How a vegetarian diet can solve obesity & world hunger

11 August 2011

health, hunger, nutrition, obesity

By Victoria Endsley, CFJC Intern

I recently began reading a book by John Robbins called Food Revolution, and have been incredibly disconcerted but awakened by many things about food because of it.  It is truly a fascinating book, and I won’t try to touch upon everything that it covers, except to say that if you want an education on why what you eat matters, read his book.

Of particular interest to me was a section that covered obesity and world hunger statistics.  In his section “What we Know” about hunger, Robbins cites that the number of underfed and malnourished people in the world is exactly the same as the number of overfed and malnourished people in the world: 1.2billion (Robbins, p 290)[1].  It’s tragic that we have enough food to feed everyone on Earth, but not everyone has access to it.

If only people thought about their personal choices in the context of the food landscape of the Earth as a whole.  If, for example, my eating less allowed someone that was hungry to eat more, I would feel real ownership of my food decisions.   This doesn’t mean that I don’t care about what I eat, but sometimes people need a direct, visible example of the consequences of their actions.  In fact, the impacts of one country’s food choices on other countries are real, but difficult for us to see.   Specifically, of course, I mean the impact of the US’s actions on other countries is very real.

According to a study produced in 2010 by the United Nation’s Food and Agriculture Organization, commonly known as FAO, the three main reasons for undernourishment are:

1) Neglect of agriculture relevant to very poor people by governments and international agencies;

2) The current worldwide economic crisis, and

3) The significant increase of food prices in the last several years which has been devastating to those with only a few dollars a day to spend.[2]

So what does it seemingly all come down to, you might ask? Poverty creates hunger; hunger causes disease; and disease can lead to death.   Both the source and the solution to the crisis and conflict come down to food.  Provide people with enough to eat every day and terrible crises will be averted, that often lead to violence.  Cultivating the means by which people can feed themselves everyday creates needed stability especially in countries that are dealing with violent or political unrest.

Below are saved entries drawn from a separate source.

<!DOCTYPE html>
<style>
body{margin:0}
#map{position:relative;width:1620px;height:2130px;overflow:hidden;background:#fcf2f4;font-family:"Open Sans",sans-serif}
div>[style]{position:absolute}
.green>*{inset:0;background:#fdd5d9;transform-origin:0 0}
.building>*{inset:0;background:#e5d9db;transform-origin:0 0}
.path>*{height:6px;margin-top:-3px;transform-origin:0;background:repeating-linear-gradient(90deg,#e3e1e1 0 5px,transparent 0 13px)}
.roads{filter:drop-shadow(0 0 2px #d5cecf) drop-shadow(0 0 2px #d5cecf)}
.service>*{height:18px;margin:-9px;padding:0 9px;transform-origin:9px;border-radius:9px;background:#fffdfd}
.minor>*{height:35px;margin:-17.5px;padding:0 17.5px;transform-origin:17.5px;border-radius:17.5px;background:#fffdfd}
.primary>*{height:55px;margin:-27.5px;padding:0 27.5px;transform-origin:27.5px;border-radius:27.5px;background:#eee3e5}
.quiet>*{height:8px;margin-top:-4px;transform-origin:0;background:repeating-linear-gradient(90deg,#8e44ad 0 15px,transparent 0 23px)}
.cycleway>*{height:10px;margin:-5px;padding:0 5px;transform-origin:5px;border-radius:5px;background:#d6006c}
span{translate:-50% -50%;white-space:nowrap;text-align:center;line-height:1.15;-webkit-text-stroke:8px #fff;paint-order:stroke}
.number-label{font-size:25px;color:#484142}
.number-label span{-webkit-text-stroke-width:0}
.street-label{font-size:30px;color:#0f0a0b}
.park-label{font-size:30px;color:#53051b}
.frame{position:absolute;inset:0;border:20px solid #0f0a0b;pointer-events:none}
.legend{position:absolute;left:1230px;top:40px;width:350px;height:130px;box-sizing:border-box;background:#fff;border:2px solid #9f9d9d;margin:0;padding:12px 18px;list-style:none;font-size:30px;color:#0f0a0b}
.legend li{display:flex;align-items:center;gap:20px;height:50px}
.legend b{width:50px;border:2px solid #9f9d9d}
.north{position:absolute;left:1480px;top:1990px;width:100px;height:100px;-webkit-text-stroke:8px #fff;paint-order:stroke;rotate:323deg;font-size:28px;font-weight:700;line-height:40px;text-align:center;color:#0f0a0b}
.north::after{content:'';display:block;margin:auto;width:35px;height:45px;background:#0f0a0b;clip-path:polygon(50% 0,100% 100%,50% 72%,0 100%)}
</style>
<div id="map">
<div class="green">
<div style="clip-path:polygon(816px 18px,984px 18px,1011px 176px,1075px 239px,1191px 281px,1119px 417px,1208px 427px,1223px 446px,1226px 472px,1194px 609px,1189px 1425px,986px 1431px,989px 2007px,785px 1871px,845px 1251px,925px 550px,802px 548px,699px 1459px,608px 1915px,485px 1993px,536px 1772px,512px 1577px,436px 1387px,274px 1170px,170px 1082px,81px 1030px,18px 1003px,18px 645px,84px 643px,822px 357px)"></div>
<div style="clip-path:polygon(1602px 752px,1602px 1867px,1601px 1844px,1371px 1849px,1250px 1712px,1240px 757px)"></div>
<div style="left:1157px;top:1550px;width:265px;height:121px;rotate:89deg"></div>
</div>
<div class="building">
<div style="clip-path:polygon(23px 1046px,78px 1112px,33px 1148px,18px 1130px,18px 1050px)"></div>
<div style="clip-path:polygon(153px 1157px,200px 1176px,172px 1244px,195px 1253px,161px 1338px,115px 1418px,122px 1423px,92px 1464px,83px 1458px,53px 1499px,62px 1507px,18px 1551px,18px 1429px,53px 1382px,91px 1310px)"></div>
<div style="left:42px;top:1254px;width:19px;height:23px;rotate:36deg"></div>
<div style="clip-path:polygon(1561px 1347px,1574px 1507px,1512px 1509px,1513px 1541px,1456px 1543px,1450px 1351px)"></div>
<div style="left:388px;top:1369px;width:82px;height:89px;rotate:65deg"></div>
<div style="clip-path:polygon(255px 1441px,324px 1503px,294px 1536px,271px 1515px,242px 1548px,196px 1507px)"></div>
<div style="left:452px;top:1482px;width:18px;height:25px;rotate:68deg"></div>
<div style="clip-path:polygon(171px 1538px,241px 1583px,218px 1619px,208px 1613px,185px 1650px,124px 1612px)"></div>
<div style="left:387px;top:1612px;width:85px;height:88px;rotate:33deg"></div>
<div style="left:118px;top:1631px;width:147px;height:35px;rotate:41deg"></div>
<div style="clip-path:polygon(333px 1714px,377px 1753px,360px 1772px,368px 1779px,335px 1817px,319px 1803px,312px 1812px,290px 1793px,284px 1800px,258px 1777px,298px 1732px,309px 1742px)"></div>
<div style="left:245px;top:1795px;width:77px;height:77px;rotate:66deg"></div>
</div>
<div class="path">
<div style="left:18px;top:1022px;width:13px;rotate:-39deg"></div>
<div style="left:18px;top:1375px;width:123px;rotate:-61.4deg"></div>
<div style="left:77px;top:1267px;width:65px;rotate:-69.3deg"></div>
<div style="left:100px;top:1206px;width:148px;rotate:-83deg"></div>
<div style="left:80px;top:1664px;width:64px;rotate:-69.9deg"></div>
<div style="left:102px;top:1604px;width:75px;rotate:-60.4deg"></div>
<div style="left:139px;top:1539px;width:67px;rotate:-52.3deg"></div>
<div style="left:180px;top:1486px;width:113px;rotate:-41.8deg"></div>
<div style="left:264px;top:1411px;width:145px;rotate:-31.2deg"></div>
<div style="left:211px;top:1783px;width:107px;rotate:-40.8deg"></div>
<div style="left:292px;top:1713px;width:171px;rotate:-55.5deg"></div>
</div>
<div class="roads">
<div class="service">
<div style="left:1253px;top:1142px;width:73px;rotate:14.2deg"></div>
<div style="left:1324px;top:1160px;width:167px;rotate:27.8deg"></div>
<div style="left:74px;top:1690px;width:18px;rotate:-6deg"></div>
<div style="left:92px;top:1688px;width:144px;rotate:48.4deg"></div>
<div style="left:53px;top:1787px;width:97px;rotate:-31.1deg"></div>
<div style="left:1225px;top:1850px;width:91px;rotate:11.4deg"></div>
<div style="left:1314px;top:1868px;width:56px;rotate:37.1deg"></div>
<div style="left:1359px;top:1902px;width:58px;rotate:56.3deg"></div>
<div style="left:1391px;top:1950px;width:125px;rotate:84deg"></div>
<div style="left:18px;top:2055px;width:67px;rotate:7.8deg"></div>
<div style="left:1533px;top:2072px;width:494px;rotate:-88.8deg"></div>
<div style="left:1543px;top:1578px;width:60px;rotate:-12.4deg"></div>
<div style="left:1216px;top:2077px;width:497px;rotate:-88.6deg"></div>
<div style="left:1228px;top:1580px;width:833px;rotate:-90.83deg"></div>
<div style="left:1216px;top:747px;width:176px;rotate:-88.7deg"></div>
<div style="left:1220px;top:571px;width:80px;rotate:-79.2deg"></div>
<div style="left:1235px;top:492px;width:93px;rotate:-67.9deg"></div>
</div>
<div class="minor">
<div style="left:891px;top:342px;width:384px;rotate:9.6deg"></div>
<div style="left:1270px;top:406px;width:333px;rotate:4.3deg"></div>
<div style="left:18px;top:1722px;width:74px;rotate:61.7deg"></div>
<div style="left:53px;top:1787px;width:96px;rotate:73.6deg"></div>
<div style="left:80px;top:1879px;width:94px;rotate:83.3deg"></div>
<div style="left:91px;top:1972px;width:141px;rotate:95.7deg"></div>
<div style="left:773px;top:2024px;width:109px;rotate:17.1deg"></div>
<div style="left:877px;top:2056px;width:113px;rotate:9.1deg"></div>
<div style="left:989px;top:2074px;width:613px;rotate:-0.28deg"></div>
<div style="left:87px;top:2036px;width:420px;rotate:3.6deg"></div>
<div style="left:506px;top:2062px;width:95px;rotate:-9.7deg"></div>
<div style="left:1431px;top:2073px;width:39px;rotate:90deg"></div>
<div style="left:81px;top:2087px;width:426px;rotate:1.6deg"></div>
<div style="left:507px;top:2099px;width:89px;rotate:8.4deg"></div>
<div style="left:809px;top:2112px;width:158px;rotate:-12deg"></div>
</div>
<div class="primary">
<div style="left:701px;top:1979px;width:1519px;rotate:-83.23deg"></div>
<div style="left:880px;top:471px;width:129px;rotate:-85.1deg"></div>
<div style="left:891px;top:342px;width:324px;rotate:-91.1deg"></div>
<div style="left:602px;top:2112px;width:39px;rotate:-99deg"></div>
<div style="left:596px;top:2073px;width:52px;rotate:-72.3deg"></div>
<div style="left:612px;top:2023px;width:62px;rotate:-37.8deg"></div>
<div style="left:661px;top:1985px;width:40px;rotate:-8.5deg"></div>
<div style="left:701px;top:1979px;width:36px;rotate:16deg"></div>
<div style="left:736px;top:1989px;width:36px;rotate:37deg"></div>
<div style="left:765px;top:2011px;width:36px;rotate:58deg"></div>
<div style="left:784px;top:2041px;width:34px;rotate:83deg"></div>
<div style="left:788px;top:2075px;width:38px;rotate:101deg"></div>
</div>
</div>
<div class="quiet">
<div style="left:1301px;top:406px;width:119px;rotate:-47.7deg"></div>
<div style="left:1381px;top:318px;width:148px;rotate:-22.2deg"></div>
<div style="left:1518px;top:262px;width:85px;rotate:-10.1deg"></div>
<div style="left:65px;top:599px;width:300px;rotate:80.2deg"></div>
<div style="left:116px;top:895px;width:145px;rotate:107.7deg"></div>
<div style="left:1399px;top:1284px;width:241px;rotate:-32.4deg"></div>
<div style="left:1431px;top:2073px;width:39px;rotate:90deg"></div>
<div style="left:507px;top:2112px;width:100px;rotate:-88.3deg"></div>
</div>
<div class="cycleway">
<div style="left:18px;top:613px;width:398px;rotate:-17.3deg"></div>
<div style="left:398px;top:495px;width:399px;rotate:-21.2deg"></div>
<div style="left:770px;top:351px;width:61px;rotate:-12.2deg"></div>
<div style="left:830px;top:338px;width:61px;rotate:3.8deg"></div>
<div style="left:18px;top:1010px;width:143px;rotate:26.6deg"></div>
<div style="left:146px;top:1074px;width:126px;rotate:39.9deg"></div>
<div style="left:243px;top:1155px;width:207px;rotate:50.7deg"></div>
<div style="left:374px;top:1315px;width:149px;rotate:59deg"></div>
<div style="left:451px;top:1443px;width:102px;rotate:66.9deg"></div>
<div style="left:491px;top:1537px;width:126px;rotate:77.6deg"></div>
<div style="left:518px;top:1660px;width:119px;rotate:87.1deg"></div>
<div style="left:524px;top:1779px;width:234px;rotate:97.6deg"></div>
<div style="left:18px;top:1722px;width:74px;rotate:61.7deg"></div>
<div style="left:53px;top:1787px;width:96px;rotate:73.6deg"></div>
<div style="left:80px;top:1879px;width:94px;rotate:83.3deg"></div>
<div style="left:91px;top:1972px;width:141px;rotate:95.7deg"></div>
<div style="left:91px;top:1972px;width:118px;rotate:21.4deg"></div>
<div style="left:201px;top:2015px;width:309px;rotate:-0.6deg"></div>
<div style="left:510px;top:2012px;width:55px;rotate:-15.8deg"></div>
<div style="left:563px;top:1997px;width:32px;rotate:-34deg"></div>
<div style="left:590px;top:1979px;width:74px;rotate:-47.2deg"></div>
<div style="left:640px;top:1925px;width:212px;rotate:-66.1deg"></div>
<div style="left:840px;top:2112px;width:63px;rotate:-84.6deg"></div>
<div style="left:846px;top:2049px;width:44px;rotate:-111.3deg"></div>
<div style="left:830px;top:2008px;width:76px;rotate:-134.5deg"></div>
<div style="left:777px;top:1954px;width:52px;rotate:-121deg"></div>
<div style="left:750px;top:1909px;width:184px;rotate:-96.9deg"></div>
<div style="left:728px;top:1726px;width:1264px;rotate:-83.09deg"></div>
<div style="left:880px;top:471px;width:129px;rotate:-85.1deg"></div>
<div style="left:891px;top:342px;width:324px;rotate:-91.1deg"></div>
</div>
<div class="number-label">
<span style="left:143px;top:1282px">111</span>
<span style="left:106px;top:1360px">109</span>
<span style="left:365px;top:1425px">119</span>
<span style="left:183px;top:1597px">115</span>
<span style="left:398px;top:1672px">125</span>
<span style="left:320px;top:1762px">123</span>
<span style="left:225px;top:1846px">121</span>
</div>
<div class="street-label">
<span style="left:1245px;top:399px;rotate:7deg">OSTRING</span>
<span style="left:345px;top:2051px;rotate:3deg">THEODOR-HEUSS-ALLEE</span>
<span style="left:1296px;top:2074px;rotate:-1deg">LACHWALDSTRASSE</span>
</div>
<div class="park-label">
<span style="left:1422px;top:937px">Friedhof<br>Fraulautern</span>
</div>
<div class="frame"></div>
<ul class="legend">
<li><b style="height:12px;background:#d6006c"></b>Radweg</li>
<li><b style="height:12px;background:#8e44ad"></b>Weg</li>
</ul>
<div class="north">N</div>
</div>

Yet, I recognize I am simplifying a problem that is tremendously complex, and so instead would urge you to think about the three fundamental causes of undernourishment worldwide and how those affect certain countries more than others.  It’s hard to miss the media coverage of the famine in Somalia at the moment.  This crisis is garnering tremendous attention and is a particularly delicate situation. Elsewhere in Africa, access to healthy food has been difficult to come by and as documented in the film The Price of Aid about hunger issues in Zambia and the price of foreign aid. It is clear that countries, if unable to economically support themselves, will in fact often suffer more from the influx of foreign aid in their countries as author Linda Polman discusses in her book Crisis Caravan.

Nationally, however, the US fights an equally expensive and reprehensible crisis: obesity.  As if we have forgotten our past entirely, we notoriously over-indulge in food.  Beyond the obvious health risks, obesity costs us money.  Health care is costing us a fortune in this county, whether you’re on government assistance, receiving help from your employer or paying out of pocket.

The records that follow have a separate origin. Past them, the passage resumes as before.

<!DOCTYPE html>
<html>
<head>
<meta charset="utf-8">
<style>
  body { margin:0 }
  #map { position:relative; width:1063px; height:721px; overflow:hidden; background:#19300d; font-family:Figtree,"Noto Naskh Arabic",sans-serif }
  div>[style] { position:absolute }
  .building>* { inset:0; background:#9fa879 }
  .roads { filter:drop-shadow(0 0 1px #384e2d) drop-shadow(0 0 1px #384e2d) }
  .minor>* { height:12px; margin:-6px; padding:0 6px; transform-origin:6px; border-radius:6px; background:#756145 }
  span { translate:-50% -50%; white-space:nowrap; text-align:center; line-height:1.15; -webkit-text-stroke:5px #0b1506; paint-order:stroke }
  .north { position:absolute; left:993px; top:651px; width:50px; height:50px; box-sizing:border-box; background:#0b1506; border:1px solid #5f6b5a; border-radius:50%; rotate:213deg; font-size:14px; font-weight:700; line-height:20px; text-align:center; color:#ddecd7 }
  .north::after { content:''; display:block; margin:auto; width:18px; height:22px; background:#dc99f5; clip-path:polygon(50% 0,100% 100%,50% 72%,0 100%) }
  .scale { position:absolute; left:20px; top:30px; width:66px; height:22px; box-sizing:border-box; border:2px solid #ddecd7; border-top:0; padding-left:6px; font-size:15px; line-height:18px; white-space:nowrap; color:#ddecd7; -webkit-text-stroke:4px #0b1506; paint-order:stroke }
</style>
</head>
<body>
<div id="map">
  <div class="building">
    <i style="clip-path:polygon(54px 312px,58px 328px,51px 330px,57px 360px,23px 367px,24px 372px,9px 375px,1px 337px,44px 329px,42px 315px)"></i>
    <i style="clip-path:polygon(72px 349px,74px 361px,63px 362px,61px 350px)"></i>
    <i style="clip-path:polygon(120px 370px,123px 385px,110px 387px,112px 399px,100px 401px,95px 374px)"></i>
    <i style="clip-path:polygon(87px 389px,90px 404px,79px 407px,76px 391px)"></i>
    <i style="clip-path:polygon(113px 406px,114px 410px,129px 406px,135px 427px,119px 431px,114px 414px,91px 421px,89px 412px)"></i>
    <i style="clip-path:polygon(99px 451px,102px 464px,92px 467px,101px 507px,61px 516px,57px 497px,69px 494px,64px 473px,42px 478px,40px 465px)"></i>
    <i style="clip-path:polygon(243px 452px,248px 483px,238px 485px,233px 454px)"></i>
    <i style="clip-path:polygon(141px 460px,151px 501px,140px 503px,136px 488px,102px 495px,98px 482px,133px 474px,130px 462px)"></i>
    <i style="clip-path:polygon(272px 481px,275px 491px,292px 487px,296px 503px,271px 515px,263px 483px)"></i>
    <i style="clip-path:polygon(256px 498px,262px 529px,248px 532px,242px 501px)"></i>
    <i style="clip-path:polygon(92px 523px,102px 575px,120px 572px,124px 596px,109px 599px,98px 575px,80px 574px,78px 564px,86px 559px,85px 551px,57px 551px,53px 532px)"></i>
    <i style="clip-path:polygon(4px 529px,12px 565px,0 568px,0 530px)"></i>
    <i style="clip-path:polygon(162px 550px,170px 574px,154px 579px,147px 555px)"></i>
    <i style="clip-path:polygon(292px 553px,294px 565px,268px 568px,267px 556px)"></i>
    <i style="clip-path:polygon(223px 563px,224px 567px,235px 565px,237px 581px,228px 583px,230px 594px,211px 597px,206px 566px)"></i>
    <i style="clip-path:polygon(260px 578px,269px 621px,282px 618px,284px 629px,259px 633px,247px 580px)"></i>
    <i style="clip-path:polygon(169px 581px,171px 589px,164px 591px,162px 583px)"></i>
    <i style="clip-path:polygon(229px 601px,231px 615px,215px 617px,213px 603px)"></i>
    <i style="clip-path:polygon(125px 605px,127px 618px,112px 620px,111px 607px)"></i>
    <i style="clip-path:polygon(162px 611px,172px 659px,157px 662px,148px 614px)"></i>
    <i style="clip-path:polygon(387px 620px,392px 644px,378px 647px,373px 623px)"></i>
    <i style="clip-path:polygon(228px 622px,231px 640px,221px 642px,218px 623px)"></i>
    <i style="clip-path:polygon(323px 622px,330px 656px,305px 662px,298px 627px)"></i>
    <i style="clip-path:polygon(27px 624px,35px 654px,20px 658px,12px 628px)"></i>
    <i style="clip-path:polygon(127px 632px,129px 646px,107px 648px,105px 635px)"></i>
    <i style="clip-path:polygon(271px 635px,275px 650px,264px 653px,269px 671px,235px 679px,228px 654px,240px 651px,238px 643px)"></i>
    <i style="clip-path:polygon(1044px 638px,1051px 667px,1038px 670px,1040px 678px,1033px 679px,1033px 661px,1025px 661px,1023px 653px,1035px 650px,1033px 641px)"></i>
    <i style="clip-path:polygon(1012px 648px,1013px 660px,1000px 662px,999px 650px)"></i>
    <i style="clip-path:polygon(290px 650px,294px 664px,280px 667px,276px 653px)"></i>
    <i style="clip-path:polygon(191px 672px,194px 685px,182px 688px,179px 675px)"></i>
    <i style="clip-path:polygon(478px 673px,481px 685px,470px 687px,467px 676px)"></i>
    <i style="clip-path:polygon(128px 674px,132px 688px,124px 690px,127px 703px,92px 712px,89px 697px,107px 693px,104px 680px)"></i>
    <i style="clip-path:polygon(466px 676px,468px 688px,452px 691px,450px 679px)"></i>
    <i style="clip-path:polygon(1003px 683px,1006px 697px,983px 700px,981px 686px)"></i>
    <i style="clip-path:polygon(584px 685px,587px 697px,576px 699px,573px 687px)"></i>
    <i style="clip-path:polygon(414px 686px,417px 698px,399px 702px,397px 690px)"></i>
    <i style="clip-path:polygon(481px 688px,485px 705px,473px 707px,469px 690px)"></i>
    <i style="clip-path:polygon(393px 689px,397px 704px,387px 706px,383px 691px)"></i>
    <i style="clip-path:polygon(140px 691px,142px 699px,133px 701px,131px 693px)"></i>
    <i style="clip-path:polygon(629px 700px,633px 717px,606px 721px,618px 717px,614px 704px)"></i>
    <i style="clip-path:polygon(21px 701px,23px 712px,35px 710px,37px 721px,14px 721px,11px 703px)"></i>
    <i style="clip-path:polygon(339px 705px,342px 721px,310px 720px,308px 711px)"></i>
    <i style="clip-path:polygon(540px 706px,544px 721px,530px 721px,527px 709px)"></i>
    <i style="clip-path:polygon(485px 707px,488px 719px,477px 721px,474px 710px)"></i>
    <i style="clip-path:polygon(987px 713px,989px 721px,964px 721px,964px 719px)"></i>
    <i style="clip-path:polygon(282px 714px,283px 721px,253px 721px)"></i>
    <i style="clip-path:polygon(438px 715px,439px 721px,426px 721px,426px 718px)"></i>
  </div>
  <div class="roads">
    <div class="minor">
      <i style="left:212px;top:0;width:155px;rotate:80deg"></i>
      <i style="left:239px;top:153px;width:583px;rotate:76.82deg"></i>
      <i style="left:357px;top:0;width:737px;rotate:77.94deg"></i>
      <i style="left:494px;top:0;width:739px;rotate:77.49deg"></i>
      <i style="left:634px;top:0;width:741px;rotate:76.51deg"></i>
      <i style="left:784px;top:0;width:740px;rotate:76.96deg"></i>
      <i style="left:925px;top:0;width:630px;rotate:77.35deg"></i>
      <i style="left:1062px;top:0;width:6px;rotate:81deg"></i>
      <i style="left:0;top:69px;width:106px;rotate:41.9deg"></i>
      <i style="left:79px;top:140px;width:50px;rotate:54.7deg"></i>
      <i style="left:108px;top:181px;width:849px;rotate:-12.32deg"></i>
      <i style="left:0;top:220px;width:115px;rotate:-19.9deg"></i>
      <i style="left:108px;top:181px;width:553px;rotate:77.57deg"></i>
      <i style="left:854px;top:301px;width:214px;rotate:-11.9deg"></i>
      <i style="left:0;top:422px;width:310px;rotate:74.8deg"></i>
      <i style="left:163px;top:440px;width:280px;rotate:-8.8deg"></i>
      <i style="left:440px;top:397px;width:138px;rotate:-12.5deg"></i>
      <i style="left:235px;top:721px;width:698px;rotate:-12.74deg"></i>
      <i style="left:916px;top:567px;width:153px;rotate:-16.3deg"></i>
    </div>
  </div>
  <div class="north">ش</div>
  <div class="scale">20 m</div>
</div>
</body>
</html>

The answer, as I see it, and as Robbins I believe would confirm, is that going vegetarian will help resolve the problems of obesity in the US and hunger worldwide.  As far as obesity is concerned, it is clear that practicing a balanced, vegetarian diet is healthy, and while I could list off a whole string of statistics that Robbins shares with us about the incidence of disease with practicing vegetarians vs. meat-eaters, I will assume that you agree with or at least understand the benefits of a vegetarian diet.  Instead, though, I am more shocked by the connection between the growth in livestock production worldwide to support a US meat market and in turn, the disappearance of lands used to cultivate fruit and vegetables for locals.  Who knew, after all, that “our” dietary habits directly inconvenience or worse still endanger the lives of others?

Now that you know this, will you change the way you eat?

[1] Gardner and Halweil, “Underfed and Overfed.”